### [Work required]
What you give back must match the records below word for word.

### [Stored items]

::::

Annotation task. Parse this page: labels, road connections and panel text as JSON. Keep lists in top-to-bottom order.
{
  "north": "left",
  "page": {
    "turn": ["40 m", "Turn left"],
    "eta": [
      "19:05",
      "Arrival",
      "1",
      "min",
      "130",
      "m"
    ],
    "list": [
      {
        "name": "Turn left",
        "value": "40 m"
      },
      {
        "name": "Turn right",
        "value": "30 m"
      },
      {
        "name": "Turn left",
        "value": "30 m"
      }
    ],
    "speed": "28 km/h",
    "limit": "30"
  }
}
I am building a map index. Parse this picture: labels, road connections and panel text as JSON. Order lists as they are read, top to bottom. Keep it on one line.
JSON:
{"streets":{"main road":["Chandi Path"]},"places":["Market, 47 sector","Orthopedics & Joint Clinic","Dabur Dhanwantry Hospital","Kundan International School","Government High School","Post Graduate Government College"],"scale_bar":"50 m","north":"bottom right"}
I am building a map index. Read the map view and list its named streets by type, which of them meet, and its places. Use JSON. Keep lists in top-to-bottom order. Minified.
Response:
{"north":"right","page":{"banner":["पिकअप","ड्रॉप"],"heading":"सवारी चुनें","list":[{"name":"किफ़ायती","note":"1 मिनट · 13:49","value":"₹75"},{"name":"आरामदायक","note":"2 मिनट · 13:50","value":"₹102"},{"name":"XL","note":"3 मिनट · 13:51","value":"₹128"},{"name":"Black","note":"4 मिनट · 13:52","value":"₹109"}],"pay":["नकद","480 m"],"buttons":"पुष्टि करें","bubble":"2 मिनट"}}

::::

### [Answer section]
Annotation task. Parse this page: labels, road connections and panel text as JSON. Keep lists in top-to-bottom order.
{
  "north": "left",
  "page": {
    "turn": ["40 m", "Turn left"],
    "eta": [
      "19:05",
      "Arrival",
      "1",
      "min",
      "130",
      "m"
    ],
    "list": [
      {
        "name": "Turn left",
        "value": "40 m"
      },
      {
        "name": "Turn right",
        "value": "30 m"
      },
      {
        "name": "Turn left",
        "value": "30 m"
      }
    ],
    "speed": "28 km/h",
    "limit": "30"
  }
}
I am building a map index. Parse this picture: labels, road connections and panel text as JSON. Order lists as they are read, top to bottom. Keep it on one line.
JSON:
{"streets":{"main road":["Chandi Path"]},"places":["Market, 47 sector","Orthopedics & Joint Clinic","Dabur Dhanwantry Hospital","Kundan International School","Government High School","Post Graduate Government College"],"scale_bar":"50 m","north":"bottom right"}
I am building a map index. Read the map view and list its named streets by type, which of them meet, and its places. Use JSON. Keep lists in top-to-bottom order. Minified.
Response:
{"north":"right","page":{"banner":["पिकअप","ड्रॉप"],"heading":"सवारी चुनें","list":[{"name":"किफ़ायती","note":"1 मिनट · 13:49","value":"₹75"},{"name":"आरामदायक","note":"2 मिनट · 13:50","value":"₹102"},{"name":"XL","note":"3 मिनट · 13:51","value":"₹128"},{"name":"Black","note":"4 मिनट · 13:52","value":"₹109"}],"pay":["नकद","480 m"],"buttons":"पुष्टि करें","bubble":"2 मिनट"}}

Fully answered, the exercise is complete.